We all know the typical use for our microwaves, and that is to cook food quickly. However, if you ever watch any cooking shows, the microwave has caught a bad reputation. To cook fresh, you never see chefs like Gordon Ramsey or Bobby Flay go near a microwave. Though, the average American couldn’t live without one (me included). But if you are one of those people that have gravitated away from the microwave in lieu of healthy, fresh, organic cooking, your microwave may be collecting dust. In this article I will list some uncommon uses for your microwave, allowing you to dust it off and revive this once coveted appliance.
Let’s start off with sponges. Sponges tend to collect bacteria and hence odors. Instead of tossing them out, soak the sponges in some white vinegar or lemon juice then toss them in the microwave for 1 minute. The acidity of the vinegar or lemon juice refreshes the sponge while the heat from the microwave kills the bacteria. This disinfecting technique also works on cutting boards.
A word on toasting; if you want to toast pine nuts, almonds, bread crumbs, garlic, or coconut, consider skipping the oven and head for the microwave. Both your microwave and oven cook with dry heat; only, your microwave does the job in half the time.
Got hard brown sugar? Try adding just a few drops of water into the bag of brown sugar. Then, nuke the brown sugar (bag and all) for about 10 to 20 seconds. Doing this should bring the brown sugar back to its crumbly self.
Microwaving your honey can loosen it up as well. When honey gets old it crystallizes. But 30 seconds in the microwave should turn that honey back into its golden gooey goodness again.
If fresh fruits are your passion then juicing is something you’re probably familiar with. And did you know that room temperature fruits yield more juice than cold fruits? Simply put the fruit in the microwave long enough to get it to room temperature, and get the most out of each squeeze.

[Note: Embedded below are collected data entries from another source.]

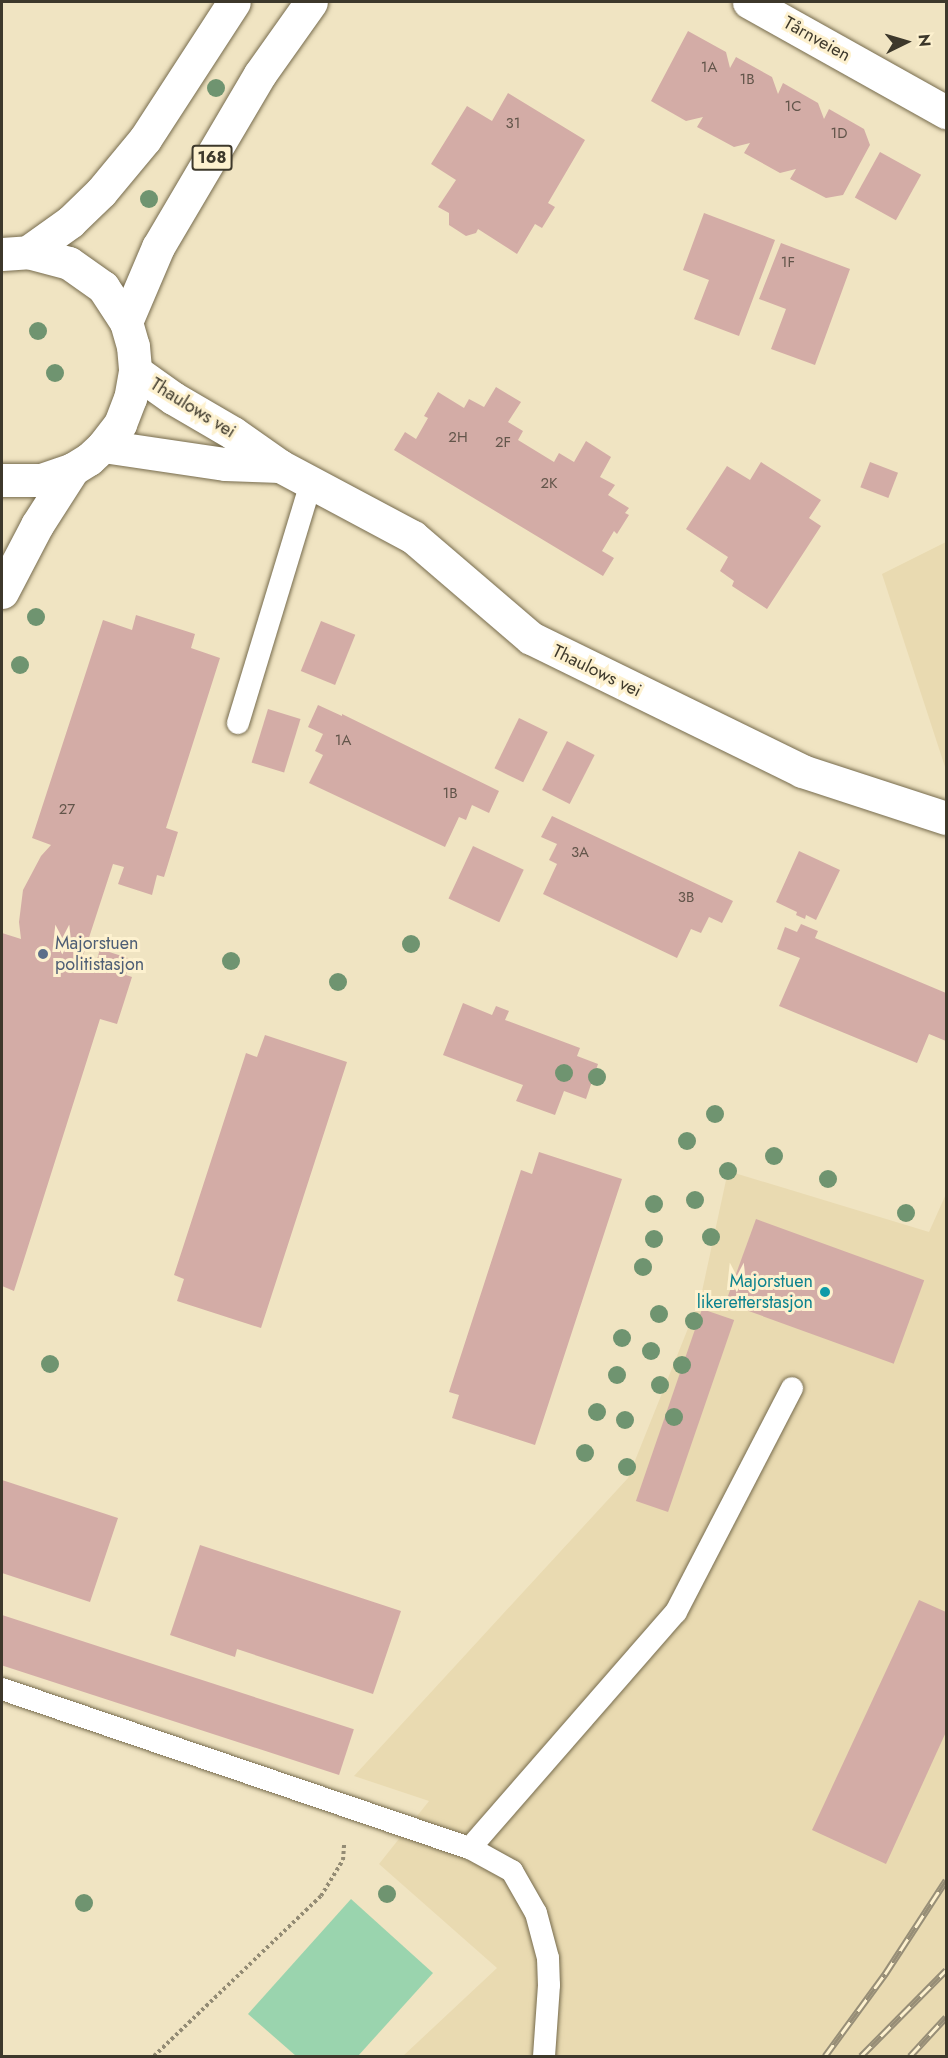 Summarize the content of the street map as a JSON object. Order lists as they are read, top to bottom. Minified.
{"streets":{"street":["Tårnveien","168","Thaulows vei"]},"places":["Majorstuen politistasjon","Majorstuen likeretterstasjon"],"house_numbers":["1A","1B","1C","31","1D","1F","2H","2F","2K","1A","1B","27","3A","3B"],"north":"right"} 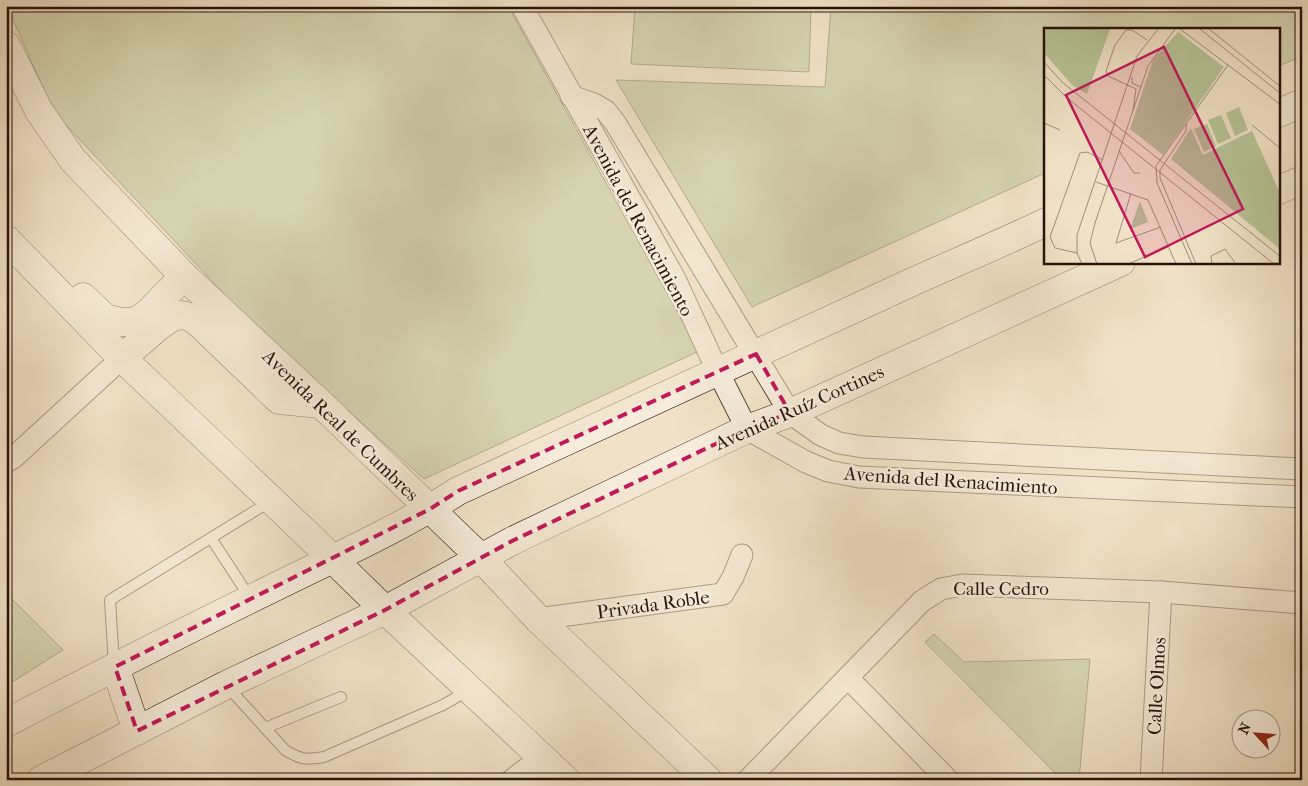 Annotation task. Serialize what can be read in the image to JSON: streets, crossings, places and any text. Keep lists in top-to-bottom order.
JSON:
{
  "streets": {
    "street": [
      "Avenida del Renacimiento",
      "Avenida Ruíz Cortines",
      "Avenida Real de Cumbres",
      "Calle Cedro",
      "Privada Roble",
      "Calle Olmos"
    ]
  },
  "crossings": [
    ["Avenida del Renacimiento", "Avenida Ruíz Cortines"],
    ["Avenida Ruíz Cortines", "Avenida Real de Cumbres"],
    ["Avenida Real de Cumbres", "Privada Roble"],
    ["Calle Cedro", "Calle Olmos"]
  ],
  "north": "top left"
} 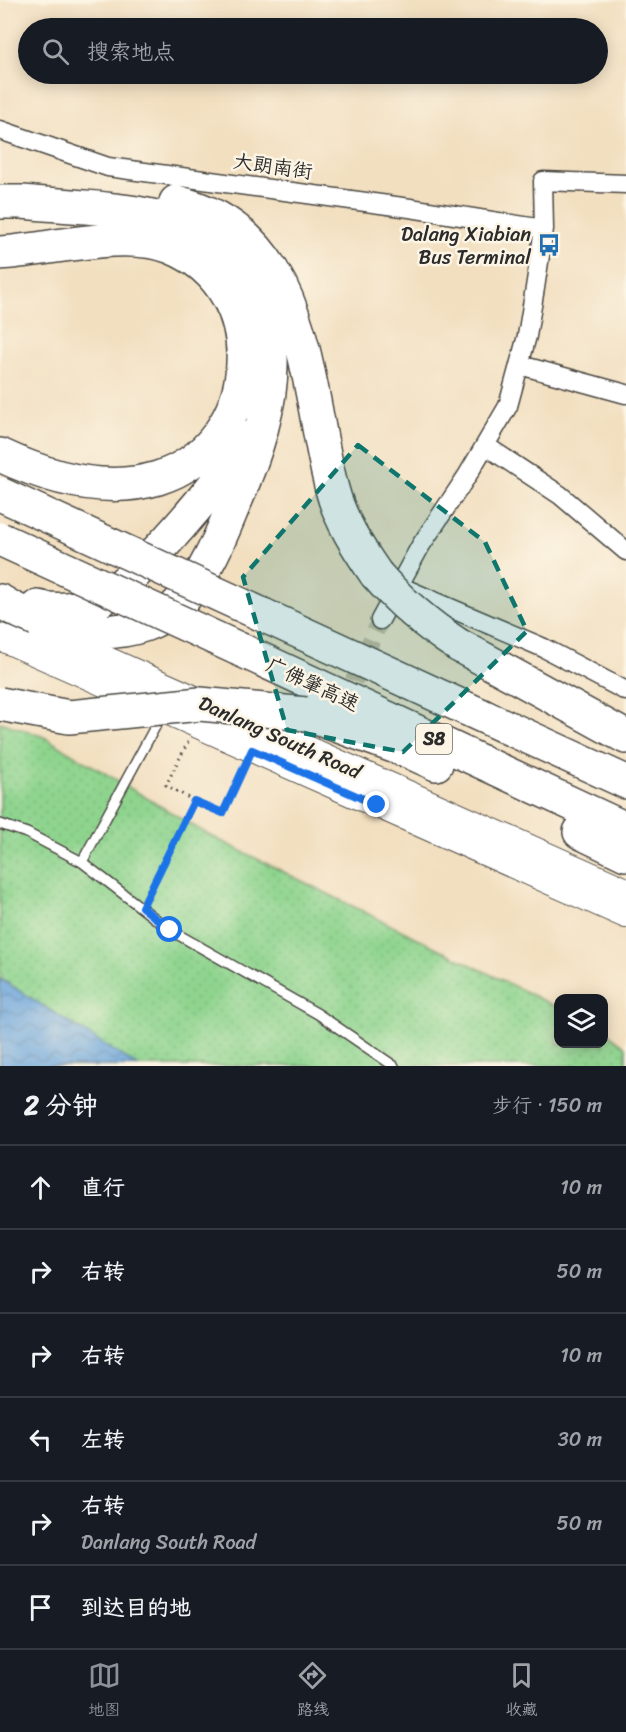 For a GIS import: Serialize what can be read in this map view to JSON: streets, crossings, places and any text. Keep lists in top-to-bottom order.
{
  "streets": {
    "highway": ["广佛肇高速", "S8"],
    "street": ["大朗南街", "Danlang South Road"]
  },
  "places": {
    "bus stop": ["Dalang Xiabian Bus Terminal"]
  },
  "page": {
    "search": "搜索地点",
    "heading": ["2 分钟", "步行 · 150 m"],
    "list": [
      ["直行", "10 m"],
      ["右转", "50 m"],
      ["右转", "10 m"],
      ["左转", "30 m"],
      ["右转", "Danlang South Road", "50 m"],
      "到达目的地"
    ],
    "nav": ["地图", "路线", "收藏"]
  }
} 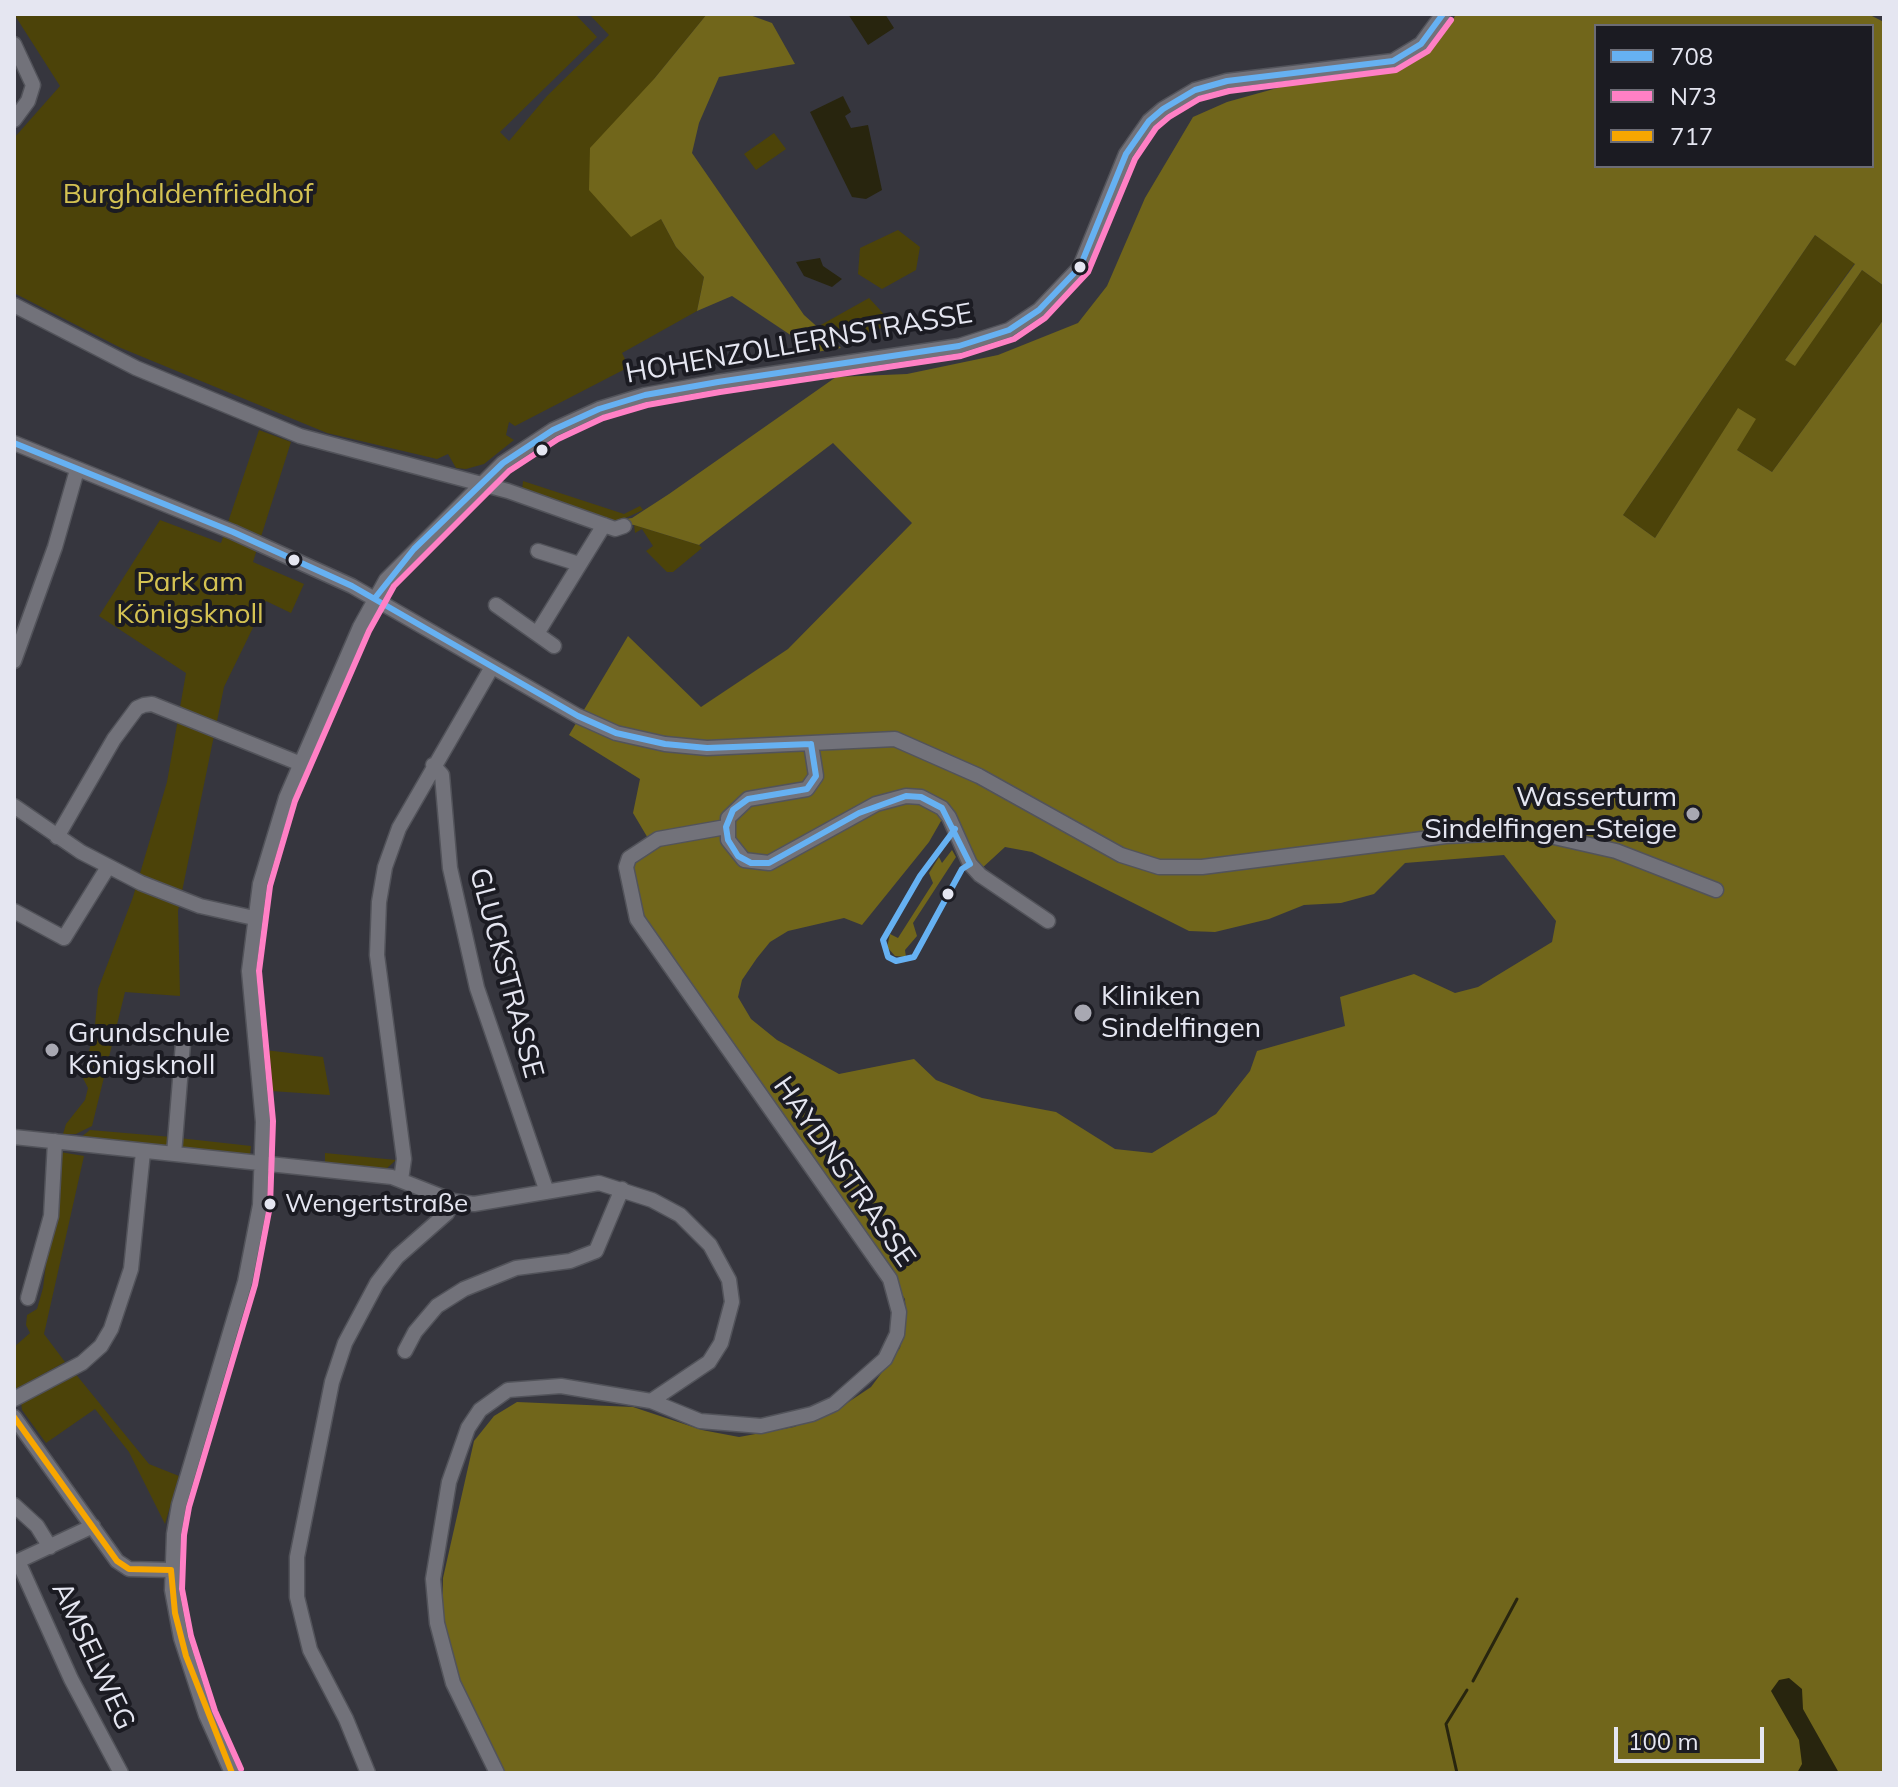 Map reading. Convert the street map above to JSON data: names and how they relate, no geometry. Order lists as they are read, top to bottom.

If you have dough you need to proof, such a process could take an hour or longer, kin to watching paint dry. Cut that proof time significantly by using your microwave. With dough in a bowl, cover it, put in microwave, place a cup of water in the back of the microwave (or at least some distance from your dough bowl), set the microwave on its lowest possible power setting, nuke it for 3 minutes, let set for 3 minutes, nuke for 3 minutes, and set for 6 minutes. By now your dough should have doubled in size. Continue the process as often as necessary.
The last thing I’m going to cover is how to use your microwave to make your own applesauce. Use 1 apple skinned and diced. Add ¼ cup of water, 2 tsp of sugar, and ½ tsp of cinnamon. Cover the mixture and nuke on high for about 8 to 10 minutes. It’s necessary to cook the concoction so the apple softens enough to smoosh. When time is up, mash it all up, cool for about 30 minutes to an hour, and you got homemade applesauce.
Hopefully, by dusting off the ol’ microwave, you’ve relearned the convenience that it offers. So, whether you’re using it to proof, cook, revive, or disinfect, remember that saved time equals saved money.